Filter this listing down to the lines that contain the word "Church", and copy them.

::::

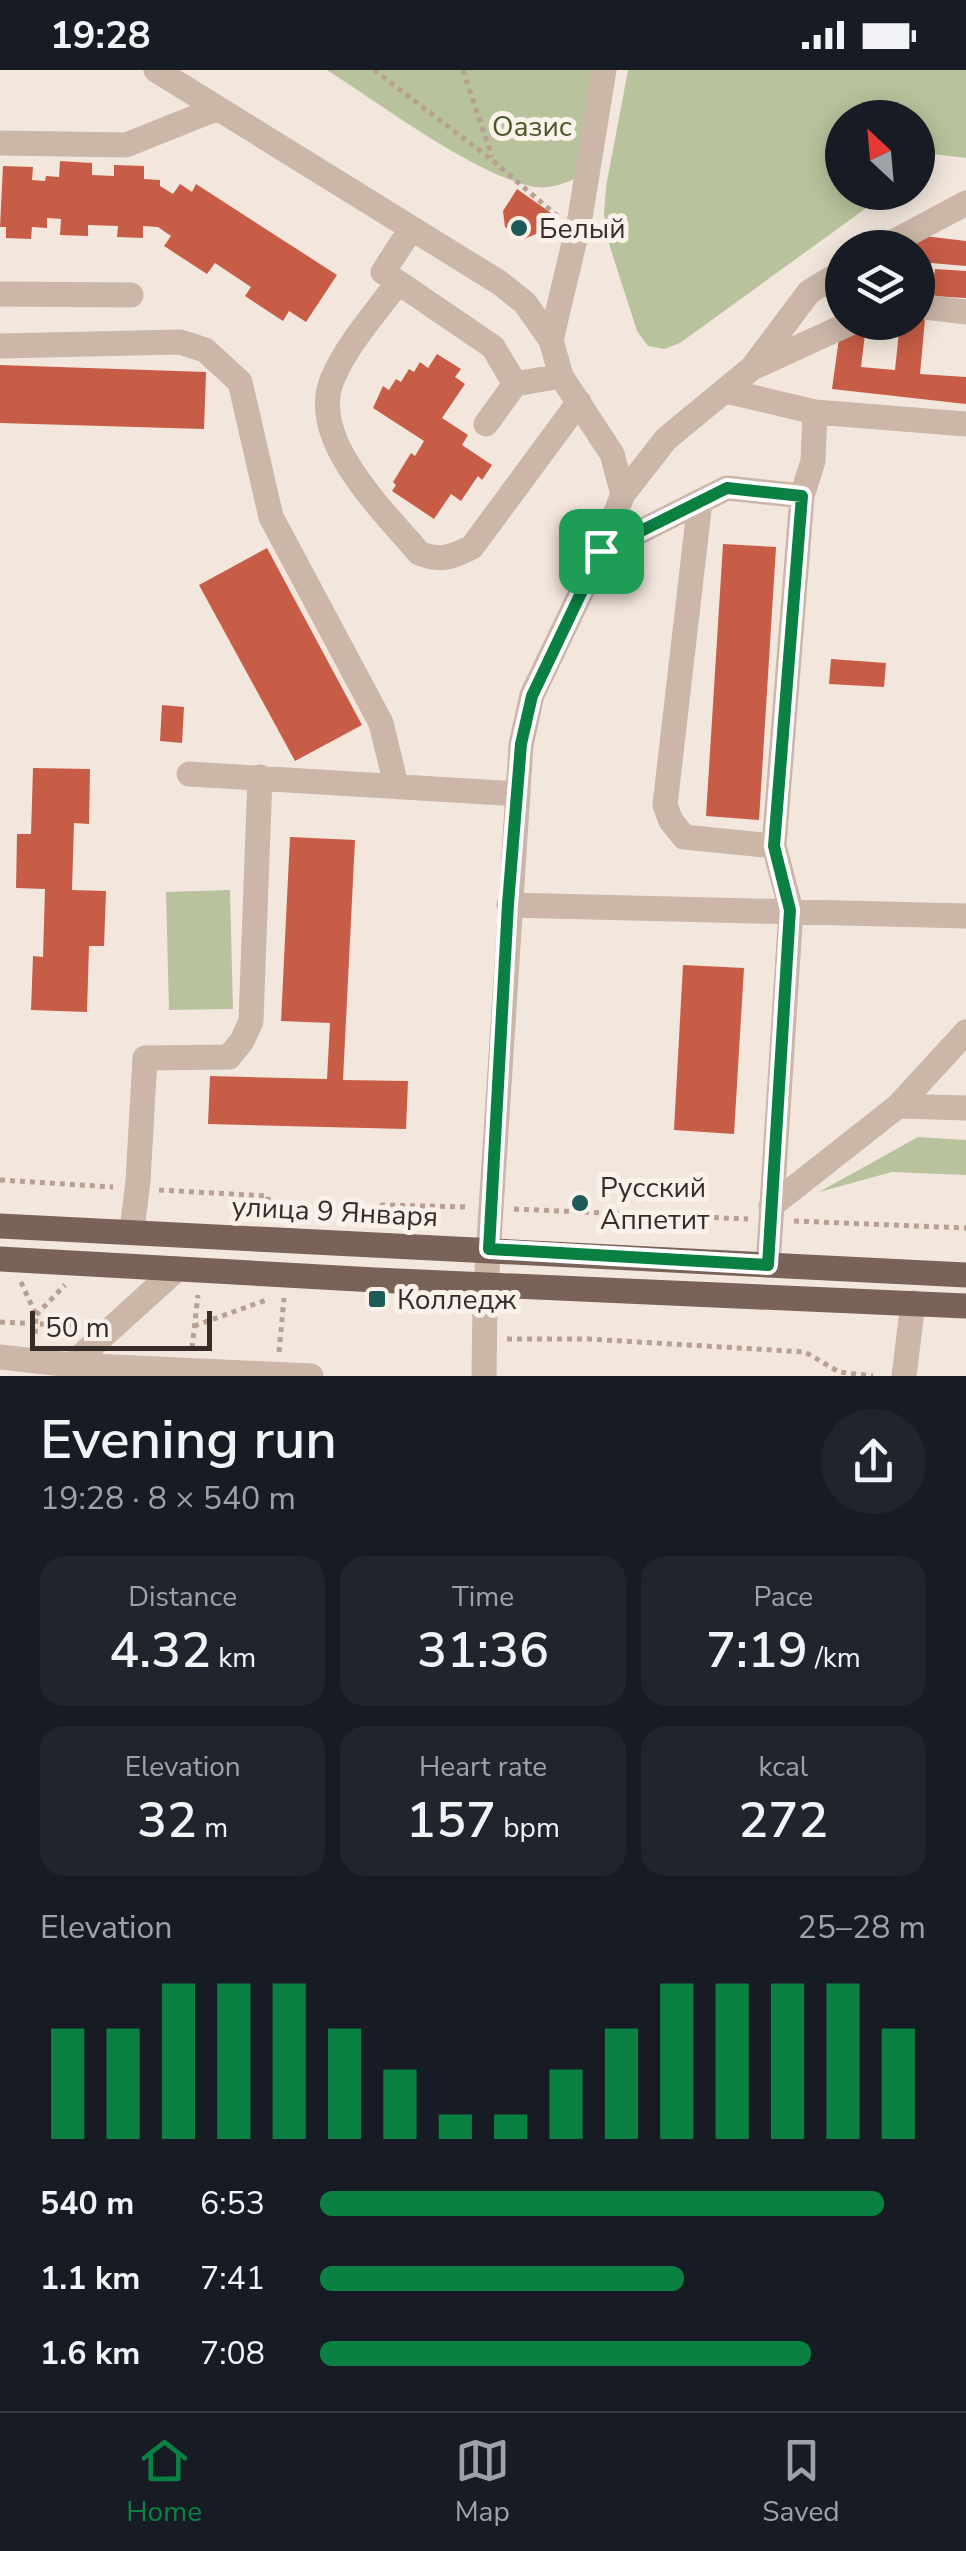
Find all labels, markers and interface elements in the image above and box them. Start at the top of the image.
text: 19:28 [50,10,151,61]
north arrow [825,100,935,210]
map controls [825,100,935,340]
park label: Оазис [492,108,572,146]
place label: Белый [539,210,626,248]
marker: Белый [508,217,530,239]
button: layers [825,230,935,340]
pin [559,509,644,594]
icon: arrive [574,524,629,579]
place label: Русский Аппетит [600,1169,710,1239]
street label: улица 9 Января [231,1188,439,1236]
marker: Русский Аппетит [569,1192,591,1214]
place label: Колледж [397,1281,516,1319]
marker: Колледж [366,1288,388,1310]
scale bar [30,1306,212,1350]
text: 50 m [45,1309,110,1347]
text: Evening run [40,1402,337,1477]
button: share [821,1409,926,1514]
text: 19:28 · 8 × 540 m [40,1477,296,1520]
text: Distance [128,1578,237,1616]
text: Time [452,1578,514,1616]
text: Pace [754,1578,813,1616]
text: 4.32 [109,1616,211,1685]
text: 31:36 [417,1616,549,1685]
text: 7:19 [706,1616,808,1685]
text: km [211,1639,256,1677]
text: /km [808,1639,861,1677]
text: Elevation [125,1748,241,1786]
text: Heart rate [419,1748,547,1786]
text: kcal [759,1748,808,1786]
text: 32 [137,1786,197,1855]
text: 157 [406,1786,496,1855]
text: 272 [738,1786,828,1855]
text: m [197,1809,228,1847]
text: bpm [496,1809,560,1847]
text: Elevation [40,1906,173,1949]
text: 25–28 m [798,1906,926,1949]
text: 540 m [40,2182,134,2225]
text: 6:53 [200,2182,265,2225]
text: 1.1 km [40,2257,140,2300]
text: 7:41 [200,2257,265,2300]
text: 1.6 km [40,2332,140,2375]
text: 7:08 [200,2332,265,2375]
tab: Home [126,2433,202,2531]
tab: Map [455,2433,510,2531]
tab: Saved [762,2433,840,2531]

::::

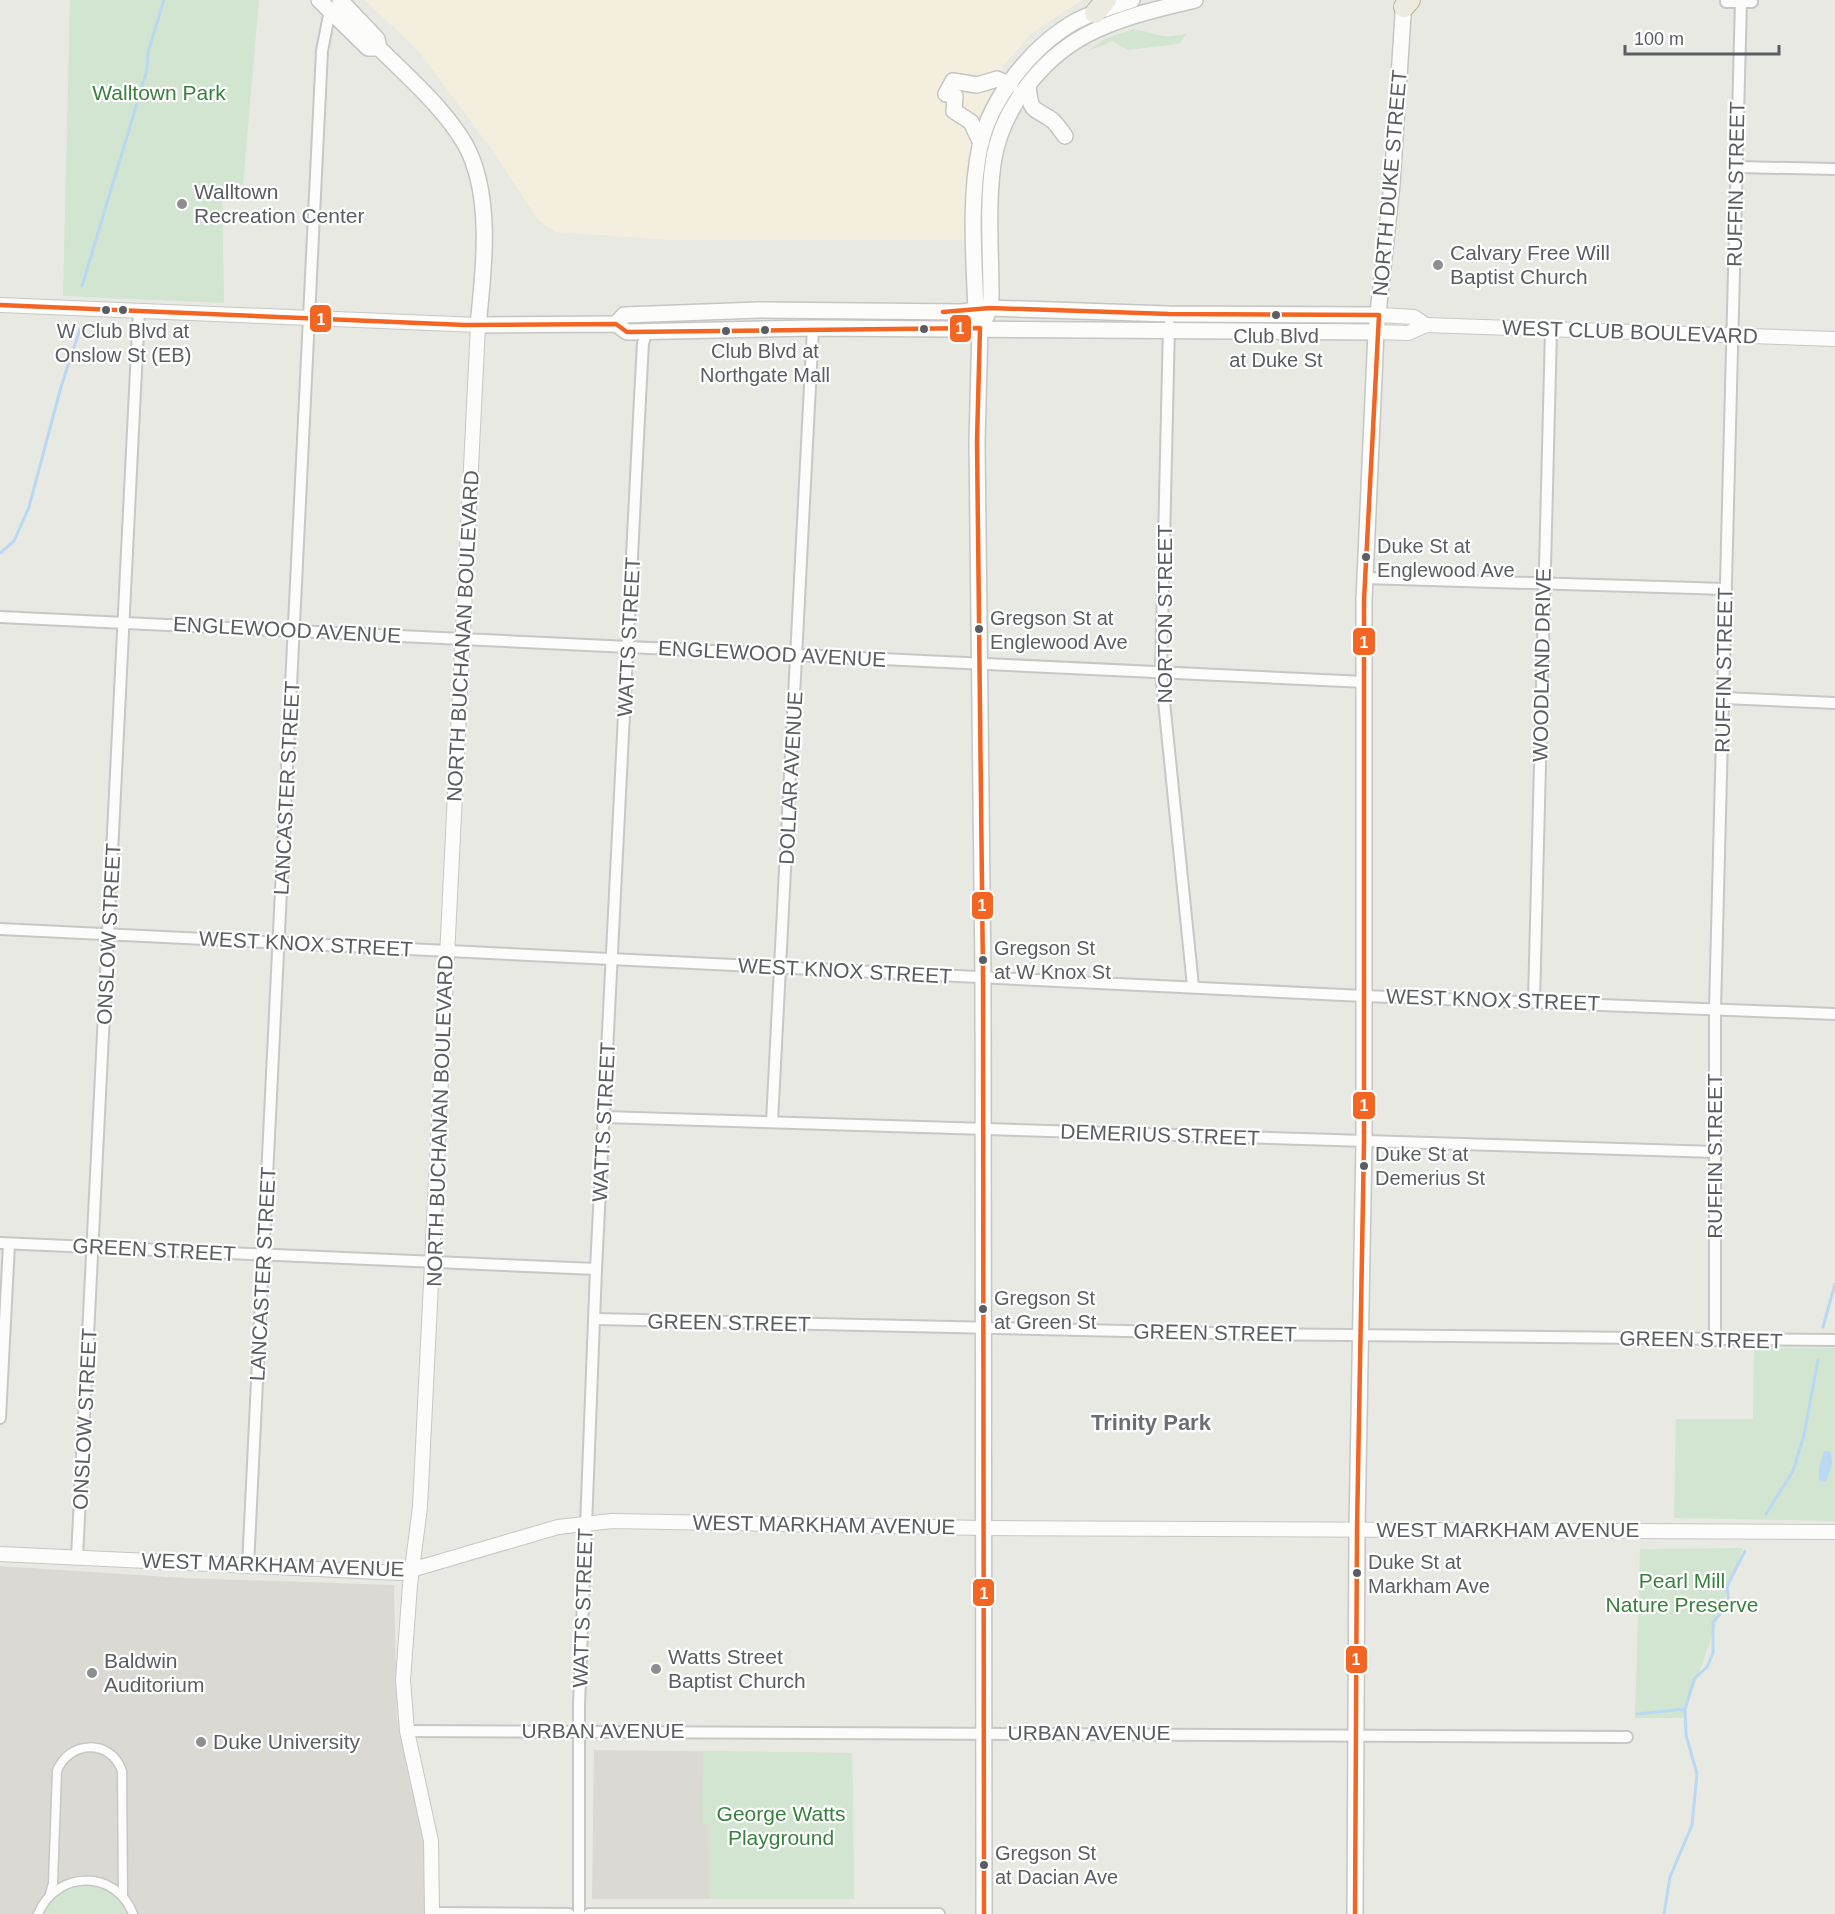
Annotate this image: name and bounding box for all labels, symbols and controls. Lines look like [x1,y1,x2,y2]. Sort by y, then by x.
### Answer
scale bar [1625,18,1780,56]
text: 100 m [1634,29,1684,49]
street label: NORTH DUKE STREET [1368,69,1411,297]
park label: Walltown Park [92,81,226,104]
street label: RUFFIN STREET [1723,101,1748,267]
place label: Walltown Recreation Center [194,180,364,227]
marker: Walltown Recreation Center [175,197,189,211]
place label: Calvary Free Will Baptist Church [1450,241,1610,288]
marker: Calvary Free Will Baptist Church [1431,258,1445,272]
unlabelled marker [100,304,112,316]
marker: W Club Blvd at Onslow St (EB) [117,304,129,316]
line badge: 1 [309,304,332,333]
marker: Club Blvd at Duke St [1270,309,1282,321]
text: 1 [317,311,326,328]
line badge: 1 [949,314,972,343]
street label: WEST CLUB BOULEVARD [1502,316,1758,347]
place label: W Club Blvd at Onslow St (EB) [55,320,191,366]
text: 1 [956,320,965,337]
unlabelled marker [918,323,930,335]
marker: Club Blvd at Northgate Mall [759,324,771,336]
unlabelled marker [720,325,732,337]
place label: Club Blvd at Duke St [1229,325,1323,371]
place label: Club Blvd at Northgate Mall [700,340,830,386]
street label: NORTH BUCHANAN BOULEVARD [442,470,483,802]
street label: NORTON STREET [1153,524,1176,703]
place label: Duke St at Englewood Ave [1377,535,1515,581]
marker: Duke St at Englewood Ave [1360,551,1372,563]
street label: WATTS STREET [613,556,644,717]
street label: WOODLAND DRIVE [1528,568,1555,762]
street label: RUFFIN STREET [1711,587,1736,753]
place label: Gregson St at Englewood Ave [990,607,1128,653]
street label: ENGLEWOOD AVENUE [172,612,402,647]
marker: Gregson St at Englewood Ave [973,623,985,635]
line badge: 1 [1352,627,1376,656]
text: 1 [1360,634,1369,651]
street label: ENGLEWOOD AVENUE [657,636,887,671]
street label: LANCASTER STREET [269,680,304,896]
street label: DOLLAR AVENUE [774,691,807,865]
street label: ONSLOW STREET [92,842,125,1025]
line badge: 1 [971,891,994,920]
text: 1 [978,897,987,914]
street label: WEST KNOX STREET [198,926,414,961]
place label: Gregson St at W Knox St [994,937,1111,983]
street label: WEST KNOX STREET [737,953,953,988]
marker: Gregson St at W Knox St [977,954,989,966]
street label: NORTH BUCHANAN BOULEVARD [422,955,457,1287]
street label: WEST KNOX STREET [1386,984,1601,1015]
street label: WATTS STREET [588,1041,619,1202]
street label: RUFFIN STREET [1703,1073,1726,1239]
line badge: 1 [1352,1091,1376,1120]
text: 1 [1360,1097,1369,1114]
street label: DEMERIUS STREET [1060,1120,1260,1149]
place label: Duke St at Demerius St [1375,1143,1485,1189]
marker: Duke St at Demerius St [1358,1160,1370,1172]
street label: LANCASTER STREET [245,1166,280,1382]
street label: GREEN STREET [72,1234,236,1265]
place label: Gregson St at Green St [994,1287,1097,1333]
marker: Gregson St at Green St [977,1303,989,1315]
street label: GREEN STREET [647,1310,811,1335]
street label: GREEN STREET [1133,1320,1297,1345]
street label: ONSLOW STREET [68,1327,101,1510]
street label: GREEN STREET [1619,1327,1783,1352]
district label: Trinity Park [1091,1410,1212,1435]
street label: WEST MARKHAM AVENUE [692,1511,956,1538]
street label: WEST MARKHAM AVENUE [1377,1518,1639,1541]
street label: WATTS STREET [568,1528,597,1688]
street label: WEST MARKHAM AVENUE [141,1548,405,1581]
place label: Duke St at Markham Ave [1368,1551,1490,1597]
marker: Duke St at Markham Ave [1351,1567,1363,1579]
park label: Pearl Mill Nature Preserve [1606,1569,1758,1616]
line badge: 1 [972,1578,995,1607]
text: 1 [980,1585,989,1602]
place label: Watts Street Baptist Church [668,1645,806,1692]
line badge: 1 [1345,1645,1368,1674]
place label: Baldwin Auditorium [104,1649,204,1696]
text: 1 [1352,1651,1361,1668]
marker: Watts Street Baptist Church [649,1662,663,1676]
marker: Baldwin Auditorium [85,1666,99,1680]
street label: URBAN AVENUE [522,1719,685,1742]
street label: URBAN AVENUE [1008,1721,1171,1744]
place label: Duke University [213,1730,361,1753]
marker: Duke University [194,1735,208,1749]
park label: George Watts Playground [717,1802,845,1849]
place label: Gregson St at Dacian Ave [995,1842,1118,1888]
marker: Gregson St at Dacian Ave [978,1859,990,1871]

::::

RESPONSE AREA:
place label: Calvary Free Will Baptist Church [1450,241,1610,288]
marker: Calvary Free Will Baptist Church [1431,258,1445,272]
place label: Watts Street Baptist Church [668,1645,806,1692]
marker: Watts Street Baptist Church [649,1662,663,1676]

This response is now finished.